Lazy Farmer Boy (A)
X:1 T:Lazy Farmer Boy (A) T:Young Man Who Wouldn't Hoe Corn (The) T:Harm Link N:From the playing of fiddler Posey Rorer accompanied by guitarist Preston N:Young (of the duo Buster Carter & Preston Young--Carter did not play on N:this cut). M:C| L:1/8 Q:"Moderately Quick" R:Air D:https://www.slippery-hill.com/recording/lazy-farmer-boy D:Fokways SFW 40090, Buster Carter & Preston Young - Anthology of D:American Folk Music (1997) D:Columbia 15702D (78 RPM), Buster Carter & Preston Young (1931) Z:Transcribed by Andrew Kuntz K:Dmix AA|d2d2 edcc|A2 G2 AG AA|c2A2 d2c2|[M:3/2]A6 GG AGA2| [M:C|]d2 dd edcc|A2 [GA]-[AA]- [AA]BAG|[M:3/2]EDCC DEDC A,4| A-BAG EDC2 ED C2|[M:C|] [D6D6]||
LAZY FARMER BOY (A). AKA - "Boy Who Wouldn't Hoe Corn (The)," "Harm Link," "Lazy Young Man (The)," "Young Man Who Wouldn't Hoe Corn (The)." American, Song (2/4 time). D Major. Standard tuning (fiddle). One part. The song was recorded in New York in June, 1931, by Virginia banjo player Buster Carter and guitarist Preston Young (b. 1907), both singers.
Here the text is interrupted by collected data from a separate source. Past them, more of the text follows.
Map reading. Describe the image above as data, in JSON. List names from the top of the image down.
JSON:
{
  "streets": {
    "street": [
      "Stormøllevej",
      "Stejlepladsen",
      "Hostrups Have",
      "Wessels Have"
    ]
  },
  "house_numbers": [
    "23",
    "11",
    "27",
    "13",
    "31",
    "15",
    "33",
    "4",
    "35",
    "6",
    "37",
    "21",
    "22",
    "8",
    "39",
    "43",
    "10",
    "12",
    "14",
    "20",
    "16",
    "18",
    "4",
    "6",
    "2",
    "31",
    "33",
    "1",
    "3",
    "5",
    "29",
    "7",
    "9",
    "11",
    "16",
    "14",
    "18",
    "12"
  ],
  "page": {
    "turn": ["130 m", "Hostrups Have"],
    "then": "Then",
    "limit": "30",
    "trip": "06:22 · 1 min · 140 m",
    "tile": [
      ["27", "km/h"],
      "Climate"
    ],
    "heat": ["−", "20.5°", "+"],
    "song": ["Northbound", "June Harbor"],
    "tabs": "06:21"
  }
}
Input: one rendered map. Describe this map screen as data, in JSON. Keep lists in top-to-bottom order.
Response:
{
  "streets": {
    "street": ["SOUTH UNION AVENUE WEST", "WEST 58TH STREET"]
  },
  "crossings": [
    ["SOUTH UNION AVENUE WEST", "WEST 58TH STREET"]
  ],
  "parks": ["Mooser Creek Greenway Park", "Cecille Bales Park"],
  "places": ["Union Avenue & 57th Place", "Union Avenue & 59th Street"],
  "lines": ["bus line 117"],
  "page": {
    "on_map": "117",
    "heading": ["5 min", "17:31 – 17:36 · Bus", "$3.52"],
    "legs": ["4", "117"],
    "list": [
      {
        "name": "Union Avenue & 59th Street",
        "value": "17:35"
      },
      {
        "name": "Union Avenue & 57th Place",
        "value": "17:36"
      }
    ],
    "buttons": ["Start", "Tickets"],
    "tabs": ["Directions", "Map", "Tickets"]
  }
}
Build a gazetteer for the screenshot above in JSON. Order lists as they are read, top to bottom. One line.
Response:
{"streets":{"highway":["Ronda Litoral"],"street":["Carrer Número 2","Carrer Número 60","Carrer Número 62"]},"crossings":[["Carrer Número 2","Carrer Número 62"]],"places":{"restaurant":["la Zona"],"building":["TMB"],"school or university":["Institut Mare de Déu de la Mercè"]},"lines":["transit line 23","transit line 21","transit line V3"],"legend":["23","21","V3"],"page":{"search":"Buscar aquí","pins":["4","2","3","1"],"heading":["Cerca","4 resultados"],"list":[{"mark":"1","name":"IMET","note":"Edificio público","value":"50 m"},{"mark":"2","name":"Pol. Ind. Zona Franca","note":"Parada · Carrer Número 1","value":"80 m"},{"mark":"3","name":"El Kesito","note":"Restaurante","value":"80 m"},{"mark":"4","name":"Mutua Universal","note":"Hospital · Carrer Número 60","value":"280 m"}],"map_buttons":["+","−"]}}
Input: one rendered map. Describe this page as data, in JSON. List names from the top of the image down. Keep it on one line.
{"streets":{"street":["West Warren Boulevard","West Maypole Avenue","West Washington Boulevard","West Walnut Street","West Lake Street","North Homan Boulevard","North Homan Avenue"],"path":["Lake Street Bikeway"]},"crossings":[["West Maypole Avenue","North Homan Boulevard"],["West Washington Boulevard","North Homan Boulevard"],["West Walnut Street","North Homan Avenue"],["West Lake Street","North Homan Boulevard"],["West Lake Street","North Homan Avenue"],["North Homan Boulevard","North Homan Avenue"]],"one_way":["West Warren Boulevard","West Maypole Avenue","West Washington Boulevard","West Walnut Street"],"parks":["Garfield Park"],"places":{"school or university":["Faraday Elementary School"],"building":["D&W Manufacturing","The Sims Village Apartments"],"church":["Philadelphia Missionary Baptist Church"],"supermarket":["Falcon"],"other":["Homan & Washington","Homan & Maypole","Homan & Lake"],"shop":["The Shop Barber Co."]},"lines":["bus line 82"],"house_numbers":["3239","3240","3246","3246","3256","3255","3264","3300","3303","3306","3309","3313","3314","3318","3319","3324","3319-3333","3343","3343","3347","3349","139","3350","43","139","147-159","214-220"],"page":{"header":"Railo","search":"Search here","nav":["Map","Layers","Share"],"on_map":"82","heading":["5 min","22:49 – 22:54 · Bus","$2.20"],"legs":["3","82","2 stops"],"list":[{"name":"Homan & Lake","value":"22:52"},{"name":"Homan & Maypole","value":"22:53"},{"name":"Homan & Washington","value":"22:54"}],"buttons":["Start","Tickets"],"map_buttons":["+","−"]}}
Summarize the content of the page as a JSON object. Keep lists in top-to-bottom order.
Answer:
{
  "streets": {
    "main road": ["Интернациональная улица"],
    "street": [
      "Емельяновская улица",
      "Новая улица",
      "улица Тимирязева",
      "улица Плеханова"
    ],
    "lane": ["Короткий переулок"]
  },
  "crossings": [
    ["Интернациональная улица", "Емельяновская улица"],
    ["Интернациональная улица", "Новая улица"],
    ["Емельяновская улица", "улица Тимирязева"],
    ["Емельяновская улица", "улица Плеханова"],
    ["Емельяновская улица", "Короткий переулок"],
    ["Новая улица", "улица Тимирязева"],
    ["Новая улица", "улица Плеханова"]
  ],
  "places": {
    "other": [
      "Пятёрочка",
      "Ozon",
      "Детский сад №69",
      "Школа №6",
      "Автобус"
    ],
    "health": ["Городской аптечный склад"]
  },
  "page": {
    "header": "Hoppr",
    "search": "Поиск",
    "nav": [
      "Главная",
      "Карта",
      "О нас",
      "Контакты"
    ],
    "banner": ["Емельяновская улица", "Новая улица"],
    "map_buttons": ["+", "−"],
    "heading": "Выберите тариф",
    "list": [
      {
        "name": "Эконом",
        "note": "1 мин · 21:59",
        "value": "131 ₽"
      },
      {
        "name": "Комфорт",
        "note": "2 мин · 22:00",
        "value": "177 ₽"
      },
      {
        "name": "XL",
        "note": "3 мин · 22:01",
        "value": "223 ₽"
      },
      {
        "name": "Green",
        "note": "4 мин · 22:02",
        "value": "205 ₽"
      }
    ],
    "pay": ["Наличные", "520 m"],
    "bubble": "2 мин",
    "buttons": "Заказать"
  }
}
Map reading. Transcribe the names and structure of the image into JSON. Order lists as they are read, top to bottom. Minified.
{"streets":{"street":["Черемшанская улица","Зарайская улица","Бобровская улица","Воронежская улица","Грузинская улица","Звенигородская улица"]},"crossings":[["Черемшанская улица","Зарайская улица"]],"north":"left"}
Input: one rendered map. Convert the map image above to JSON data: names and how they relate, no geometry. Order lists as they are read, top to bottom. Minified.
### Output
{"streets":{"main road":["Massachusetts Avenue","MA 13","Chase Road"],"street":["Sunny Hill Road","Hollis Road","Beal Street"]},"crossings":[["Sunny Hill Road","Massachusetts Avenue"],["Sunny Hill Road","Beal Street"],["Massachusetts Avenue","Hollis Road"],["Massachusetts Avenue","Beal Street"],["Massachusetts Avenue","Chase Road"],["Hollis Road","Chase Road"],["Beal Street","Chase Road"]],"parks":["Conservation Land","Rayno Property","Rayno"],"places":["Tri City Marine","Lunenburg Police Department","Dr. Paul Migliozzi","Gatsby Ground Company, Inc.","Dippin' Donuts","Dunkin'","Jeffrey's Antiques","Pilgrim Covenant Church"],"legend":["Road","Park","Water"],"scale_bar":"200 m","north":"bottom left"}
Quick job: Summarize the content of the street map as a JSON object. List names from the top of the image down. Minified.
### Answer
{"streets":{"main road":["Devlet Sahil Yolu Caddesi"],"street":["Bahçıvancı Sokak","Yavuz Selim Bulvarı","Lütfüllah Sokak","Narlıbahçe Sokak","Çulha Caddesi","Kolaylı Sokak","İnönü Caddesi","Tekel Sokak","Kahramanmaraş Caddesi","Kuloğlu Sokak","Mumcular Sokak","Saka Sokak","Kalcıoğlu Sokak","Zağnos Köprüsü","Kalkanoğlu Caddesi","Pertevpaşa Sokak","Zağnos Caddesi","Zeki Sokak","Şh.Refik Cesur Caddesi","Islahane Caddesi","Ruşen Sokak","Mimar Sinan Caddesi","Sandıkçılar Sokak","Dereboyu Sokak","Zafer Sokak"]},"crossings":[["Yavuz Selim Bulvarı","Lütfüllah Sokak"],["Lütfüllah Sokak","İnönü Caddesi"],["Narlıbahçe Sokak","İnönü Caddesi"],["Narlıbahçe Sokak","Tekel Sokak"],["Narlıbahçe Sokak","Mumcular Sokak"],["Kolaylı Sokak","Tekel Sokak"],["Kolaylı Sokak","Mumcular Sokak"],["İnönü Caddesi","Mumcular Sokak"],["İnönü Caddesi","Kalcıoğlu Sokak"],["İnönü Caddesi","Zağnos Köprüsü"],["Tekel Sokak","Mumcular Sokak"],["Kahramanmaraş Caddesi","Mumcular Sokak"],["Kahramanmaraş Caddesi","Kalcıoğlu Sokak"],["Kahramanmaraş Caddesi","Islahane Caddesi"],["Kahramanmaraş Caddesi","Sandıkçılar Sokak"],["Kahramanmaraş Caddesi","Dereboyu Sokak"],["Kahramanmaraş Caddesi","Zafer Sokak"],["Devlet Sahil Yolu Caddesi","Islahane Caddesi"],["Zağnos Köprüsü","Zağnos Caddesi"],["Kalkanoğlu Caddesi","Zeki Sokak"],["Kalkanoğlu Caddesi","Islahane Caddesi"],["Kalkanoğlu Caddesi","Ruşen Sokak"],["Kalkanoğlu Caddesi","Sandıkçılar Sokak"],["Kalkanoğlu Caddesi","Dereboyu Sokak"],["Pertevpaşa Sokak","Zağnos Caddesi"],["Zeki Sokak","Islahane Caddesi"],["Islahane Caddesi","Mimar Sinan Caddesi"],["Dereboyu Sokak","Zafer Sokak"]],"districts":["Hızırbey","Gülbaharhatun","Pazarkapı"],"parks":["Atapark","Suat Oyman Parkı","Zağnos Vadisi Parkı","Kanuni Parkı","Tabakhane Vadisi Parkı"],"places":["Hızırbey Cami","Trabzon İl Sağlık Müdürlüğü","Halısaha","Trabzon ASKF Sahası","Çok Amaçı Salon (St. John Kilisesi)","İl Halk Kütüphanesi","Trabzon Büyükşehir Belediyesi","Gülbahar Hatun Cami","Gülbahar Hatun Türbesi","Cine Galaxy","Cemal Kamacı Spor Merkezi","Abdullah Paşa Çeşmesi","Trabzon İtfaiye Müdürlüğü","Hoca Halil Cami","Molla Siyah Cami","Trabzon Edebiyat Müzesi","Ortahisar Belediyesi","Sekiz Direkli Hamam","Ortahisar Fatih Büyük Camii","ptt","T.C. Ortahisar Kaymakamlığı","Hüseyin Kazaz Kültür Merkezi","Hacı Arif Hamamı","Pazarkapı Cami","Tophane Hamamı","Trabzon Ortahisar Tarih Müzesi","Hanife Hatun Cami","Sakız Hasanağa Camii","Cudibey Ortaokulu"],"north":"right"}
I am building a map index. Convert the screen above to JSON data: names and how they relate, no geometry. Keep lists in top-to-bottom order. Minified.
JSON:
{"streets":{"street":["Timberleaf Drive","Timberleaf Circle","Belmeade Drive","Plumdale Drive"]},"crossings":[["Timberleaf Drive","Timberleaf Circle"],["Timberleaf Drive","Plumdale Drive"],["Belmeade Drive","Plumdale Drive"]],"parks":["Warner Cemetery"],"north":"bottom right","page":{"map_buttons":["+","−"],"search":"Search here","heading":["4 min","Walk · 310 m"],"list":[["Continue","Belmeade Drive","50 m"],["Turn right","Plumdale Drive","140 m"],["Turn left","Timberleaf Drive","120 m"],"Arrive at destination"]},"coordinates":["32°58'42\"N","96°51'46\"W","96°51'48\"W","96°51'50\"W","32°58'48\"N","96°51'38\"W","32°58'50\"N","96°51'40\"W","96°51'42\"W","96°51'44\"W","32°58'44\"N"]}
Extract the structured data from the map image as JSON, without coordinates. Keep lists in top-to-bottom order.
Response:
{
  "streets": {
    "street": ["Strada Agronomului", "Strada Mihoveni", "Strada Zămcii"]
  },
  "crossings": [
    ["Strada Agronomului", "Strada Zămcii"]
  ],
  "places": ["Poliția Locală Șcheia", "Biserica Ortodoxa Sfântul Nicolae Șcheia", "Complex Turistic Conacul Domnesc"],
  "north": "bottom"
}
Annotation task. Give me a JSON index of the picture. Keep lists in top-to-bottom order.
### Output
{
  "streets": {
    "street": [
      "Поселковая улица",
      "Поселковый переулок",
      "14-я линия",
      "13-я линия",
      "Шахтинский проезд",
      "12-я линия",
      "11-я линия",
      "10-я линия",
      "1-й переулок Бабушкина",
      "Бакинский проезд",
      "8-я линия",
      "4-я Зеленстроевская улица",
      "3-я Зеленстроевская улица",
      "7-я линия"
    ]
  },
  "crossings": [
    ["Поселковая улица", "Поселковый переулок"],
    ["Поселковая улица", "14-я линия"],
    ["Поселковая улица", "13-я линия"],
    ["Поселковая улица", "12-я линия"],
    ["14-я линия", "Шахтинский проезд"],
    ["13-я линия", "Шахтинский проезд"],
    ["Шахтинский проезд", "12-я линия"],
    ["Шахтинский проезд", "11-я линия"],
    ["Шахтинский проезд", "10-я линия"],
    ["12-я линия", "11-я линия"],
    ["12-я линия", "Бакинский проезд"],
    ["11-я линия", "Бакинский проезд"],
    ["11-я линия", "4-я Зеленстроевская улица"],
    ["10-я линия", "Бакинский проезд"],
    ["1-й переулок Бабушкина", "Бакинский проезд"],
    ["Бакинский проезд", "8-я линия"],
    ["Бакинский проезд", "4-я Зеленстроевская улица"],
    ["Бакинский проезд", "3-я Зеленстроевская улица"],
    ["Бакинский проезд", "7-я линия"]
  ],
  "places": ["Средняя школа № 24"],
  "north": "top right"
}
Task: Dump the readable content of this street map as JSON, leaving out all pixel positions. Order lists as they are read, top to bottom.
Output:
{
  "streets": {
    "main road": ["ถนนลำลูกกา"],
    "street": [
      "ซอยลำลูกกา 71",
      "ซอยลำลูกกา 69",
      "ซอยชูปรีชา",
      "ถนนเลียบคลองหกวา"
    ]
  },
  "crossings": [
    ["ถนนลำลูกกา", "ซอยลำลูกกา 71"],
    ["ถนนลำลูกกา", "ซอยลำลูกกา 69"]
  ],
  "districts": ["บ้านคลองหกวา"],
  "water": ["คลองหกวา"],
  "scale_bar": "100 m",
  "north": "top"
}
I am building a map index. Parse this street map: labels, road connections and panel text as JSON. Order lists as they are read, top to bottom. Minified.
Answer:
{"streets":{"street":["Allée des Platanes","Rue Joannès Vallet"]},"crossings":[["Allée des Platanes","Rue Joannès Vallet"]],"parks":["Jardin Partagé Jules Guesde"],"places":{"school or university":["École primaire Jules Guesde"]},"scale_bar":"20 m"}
Fiddler Posey Rorer (late of Charlie Poole's North Carolina Ramblers) accompanied them as a side man, although on this cut Carter sat out, and it is only Rorer and Young playing (with vocal by Young). The group (who also went by the name "The Carolina Buddies") recorded ten sides but only a few were released; they evidently did not sell well for the group broke up by the end of the year. Young gave up music for the stability of regular work. The song, variants of which also go by the names "Young Man Who Wouldn't Hoe Corn (The)" and "Harm Link," tells of a young man who planted his corn too late, eventually losing his crop in a September frost. In addition, his inaction is the cause of his rejection in his courtship. The song begins:
Well, I'll sing a little song, but it ain't very long,
About a lazy farmer who wouldn't hoe his corn.
And why this was I never could tell,
For that young man was always well.
That young man was always well.
The songs origins are unclear, but it was in widespread circulation by at least the beginning of the 20th century . Bluegrass versions include Alison Krauss & Union Station who recorded the song under the title "The Boy Who Wouldn't Hoe Corn," and Richard Green as "The Young Man Who Wouldn't Hoe Corn."
- "The Young Man who Wouldn't Hoe Corn," H. M. Belden, Ballads and Songs Collected by the Missouri Folk-Lore Society, Columbia, Missouri: University of Missouri Studies, 1955, p. 440. "Communicated by Mrs. Carrie Phelps of West Plains, Howell County, in 1905."